Lacking consensus is the best word to describe this market slowdown. Slump? Downturn? Slowdown? Implosion?
The two words you’re most likely to hear applied to the present housing market are recession and correction.
Recession is a technical economic term for when home sales decline for six consecutive months, a benchmark reached in July 2022. Correction is a less scientific term used by investors and other housing experts to describe a market that is reverting back to normal after an unprecedented and unsustainable COVID-era surge.
What are we witnessing? A market in ominous decline, or one that is shifting to a more reasonable post-pandemic normal? Learn why experts disagree, and what to tell your clients.
It’s a Housing Recession
Taken together, this year’s trends in the housing market look grim: Mortgage rates have doubled. Home sales are down, few new homes are being built, and consumer sentiment about the housing market is cratering.
And for some housing experts, those bleak indicators flash a warning of lasting recession when coupled with what’s anticipated in the coming months.
The Federal Reserve is still committed to raising interest rates and reducing a decades-high inflation. Increased interest rates typically mean higher mortgage rates, and higher mortgage rates mean an even steeper drop in buyer demand.
Plus, inflation and ongoing supply chain issues are likely to depress the number of new homes being built, which squeezes buyers out of the market and can even cause them to back out of contracts on new homes.
Finally, the term recession is being used in regards to the housing market because the term recession is being used frequently in regards to the economy at large. Avoiding a recession while jacking up interest rates is a major challenge for the Federal Reserve – and the housing market is affected directly by rising rates.
It’s a Housing Correction
Given the headlines, how could anyone believe the housing market is strong enough that recent events really represent a correction? As with more bearish observers, optimists about the housing market are thinking about the future.

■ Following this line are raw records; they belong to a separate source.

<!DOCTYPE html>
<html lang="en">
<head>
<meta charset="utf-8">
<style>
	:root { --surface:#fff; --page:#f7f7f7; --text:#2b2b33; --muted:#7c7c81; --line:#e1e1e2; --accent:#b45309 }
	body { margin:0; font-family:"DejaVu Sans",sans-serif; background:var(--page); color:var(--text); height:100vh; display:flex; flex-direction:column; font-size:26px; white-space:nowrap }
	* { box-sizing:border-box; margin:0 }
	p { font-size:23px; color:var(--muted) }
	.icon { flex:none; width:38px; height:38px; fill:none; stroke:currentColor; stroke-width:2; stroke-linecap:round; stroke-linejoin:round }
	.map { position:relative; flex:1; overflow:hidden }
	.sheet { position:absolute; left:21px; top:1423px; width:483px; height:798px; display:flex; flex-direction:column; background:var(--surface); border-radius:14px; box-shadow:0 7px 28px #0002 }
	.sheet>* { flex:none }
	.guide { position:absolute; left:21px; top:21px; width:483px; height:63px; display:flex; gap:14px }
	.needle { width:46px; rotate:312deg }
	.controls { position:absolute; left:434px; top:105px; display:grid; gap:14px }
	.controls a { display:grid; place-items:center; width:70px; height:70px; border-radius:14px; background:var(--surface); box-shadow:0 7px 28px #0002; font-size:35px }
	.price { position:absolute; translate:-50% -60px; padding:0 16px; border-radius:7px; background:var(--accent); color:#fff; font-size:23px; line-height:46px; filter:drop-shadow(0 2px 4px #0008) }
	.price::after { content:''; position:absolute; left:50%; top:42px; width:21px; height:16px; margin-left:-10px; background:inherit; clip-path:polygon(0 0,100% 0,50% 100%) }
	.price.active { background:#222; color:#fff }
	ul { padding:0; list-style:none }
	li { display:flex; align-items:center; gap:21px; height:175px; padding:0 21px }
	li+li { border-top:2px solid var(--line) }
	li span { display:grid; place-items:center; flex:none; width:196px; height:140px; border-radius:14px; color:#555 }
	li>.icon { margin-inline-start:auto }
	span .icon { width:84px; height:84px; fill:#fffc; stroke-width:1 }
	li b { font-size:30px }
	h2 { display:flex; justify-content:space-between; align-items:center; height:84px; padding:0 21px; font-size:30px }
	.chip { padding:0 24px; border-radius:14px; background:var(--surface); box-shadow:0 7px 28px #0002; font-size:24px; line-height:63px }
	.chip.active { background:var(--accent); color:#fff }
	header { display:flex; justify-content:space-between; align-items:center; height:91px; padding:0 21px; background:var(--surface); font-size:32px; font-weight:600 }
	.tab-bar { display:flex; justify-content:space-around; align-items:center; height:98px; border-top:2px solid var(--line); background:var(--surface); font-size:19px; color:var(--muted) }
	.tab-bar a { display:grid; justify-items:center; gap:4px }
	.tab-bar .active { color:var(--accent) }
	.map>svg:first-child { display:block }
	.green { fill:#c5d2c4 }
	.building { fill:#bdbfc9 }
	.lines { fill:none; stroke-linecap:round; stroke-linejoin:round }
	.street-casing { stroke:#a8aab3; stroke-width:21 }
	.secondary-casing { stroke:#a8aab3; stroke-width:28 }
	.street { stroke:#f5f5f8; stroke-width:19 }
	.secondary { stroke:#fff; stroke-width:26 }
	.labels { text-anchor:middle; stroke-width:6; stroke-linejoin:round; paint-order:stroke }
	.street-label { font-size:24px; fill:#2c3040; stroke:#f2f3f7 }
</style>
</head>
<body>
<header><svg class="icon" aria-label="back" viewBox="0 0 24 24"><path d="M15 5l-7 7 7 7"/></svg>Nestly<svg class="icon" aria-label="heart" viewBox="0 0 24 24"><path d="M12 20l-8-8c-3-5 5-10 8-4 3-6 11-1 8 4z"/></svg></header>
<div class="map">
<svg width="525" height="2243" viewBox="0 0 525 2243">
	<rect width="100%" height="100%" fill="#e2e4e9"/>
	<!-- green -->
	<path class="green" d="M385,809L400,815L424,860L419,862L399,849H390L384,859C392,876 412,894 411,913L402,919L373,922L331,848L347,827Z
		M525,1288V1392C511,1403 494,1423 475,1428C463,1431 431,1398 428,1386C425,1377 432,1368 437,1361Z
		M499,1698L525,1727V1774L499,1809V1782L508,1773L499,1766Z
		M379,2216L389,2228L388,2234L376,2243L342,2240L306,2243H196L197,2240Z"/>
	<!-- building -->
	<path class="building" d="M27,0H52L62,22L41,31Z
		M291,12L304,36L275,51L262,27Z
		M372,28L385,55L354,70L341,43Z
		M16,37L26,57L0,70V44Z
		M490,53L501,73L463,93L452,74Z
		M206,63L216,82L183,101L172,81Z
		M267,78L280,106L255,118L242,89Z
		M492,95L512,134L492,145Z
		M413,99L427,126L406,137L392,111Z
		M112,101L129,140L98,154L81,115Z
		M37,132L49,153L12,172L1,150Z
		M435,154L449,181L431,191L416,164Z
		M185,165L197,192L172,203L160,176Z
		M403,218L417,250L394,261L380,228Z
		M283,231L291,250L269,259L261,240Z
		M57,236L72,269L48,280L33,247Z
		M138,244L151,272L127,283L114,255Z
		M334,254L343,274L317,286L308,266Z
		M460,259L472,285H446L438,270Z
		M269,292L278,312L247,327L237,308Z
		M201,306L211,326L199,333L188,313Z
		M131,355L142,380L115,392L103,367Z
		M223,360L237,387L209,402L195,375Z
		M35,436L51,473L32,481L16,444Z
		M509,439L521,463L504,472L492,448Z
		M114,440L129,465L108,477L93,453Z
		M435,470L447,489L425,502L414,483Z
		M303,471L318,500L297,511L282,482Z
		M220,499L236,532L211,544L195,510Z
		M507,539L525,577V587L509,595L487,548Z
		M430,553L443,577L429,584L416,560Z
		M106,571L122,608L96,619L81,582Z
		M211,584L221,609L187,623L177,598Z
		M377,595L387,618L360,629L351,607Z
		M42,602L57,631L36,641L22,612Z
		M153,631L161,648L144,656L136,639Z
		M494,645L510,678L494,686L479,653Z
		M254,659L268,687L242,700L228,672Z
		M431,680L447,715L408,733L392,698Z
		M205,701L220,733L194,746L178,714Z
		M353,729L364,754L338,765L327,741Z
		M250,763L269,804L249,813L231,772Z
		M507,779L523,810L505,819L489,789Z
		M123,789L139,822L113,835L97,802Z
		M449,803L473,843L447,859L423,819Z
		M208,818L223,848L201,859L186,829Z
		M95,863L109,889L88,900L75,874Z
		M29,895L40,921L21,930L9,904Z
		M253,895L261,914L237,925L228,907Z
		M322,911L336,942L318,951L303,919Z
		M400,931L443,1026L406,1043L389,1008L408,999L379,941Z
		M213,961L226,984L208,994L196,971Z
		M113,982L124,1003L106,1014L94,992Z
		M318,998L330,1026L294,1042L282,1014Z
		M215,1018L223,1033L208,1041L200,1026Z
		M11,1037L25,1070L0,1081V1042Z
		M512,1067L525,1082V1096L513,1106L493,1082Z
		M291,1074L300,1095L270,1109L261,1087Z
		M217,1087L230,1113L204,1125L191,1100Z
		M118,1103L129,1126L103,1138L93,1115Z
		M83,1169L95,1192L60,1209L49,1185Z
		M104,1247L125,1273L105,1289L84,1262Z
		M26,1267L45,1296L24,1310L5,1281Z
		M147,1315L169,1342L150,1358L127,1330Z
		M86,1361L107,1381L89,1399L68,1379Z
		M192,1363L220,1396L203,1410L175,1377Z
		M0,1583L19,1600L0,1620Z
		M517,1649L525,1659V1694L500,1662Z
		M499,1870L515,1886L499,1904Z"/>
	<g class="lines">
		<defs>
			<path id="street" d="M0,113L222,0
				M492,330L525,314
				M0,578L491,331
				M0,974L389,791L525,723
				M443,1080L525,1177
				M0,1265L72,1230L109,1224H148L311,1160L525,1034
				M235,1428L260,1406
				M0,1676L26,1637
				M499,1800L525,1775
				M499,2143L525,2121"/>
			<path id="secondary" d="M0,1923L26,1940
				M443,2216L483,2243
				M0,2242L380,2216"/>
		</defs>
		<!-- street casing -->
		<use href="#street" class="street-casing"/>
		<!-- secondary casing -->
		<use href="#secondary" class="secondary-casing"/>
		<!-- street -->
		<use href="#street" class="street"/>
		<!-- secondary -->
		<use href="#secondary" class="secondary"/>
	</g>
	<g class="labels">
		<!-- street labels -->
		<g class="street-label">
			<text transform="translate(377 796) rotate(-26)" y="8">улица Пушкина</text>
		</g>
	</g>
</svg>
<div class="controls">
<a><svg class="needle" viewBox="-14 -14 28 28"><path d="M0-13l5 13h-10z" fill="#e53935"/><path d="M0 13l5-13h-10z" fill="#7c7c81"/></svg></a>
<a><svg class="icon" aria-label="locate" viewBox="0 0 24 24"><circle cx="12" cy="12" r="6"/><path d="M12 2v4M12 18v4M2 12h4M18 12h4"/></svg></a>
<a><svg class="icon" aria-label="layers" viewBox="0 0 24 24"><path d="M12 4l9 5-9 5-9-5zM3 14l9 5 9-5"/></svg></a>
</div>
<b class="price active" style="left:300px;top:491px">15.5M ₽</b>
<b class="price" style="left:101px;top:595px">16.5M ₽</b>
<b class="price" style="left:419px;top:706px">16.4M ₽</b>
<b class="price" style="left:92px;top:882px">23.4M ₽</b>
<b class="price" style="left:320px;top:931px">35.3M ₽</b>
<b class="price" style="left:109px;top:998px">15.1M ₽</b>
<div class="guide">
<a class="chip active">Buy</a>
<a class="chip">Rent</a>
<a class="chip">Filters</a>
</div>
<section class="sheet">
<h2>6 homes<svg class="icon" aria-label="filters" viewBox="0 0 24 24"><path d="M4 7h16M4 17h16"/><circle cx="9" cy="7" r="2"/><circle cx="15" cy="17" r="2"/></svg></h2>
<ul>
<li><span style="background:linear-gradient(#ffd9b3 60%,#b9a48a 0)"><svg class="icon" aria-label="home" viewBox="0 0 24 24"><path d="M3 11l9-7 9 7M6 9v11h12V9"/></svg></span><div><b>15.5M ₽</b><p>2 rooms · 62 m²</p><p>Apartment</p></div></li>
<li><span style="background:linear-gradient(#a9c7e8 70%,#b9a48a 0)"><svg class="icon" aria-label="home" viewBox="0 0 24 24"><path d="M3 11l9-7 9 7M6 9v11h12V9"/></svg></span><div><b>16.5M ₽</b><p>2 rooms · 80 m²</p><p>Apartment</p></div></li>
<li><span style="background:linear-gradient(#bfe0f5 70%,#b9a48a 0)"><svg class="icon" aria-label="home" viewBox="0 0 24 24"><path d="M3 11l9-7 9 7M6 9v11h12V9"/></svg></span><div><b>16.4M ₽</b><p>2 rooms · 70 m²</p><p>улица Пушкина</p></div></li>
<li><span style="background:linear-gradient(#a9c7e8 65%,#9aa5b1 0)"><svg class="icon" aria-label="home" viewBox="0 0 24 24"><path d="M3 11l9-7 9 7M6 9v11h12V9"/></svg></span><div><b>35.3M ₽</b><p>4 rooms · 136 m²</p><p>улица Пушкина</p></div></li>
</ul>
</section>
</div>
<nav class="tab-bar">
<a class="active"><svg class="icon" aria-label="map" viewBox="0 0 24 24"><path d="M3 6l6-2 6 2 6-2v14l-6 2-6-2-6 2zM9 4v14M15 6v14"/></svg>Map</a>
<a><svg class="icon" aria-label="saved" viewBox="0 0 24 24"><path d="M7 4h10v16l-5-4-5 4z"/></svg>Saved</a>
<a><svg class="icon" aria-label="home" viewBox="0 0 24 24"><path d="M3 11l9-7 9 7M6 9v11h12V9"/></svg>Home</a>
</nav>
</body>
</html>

For one, inflation is already tapering. The Federal Reserve may not need to raise mortgage rates too much higher to combat inflation, and even if rates do go up, mortgage rates may already be priced for higher interest rates.
Another crucial reality is that housing demand still outstrips housing supply. There are downsides to a dearth of new home building, but along with a glut of would-be millennial home buyers, the mismatch in home supply and demand may give the market a jolt as soon as mortgage rates once again decline.
Even if mortgage rates don’t decline this year, many buyers are aware of strategies such as adjustable-rate mortgages (ARMs) and buying mortgage discount points that make home ownership more attainable.
Most of all, the housing market in the last 30 months has been unprecedented. The COVID-19 pandemic wrought incredible change and a too-hot-to-be-believed soar in home prices. Unlike past housing swoons, people aren’t disproportionately defaulting on home loans or too financially crippled to buy a home in general. There is still demand, home prices are still rising, and much of the rest of the economy is getting back to normal.
It’s Semantics – Just Know That the Market Has Changed
Call it a recession, call it a recession – just know that the housing market is different than it was a year ago. Buyer demand has softened, more homes are on the market, and bidding wars aren’t a given.
But a cooler housing market doesn’t mean real estate is on its way out. People are still going to want to buy and sell homes, and you can still help them create demand for their listings. A saner real estate market may end up benefiting agents who work well with buyers, can effectively prospect for listings, and consistently get seller clients the strongest offers possible.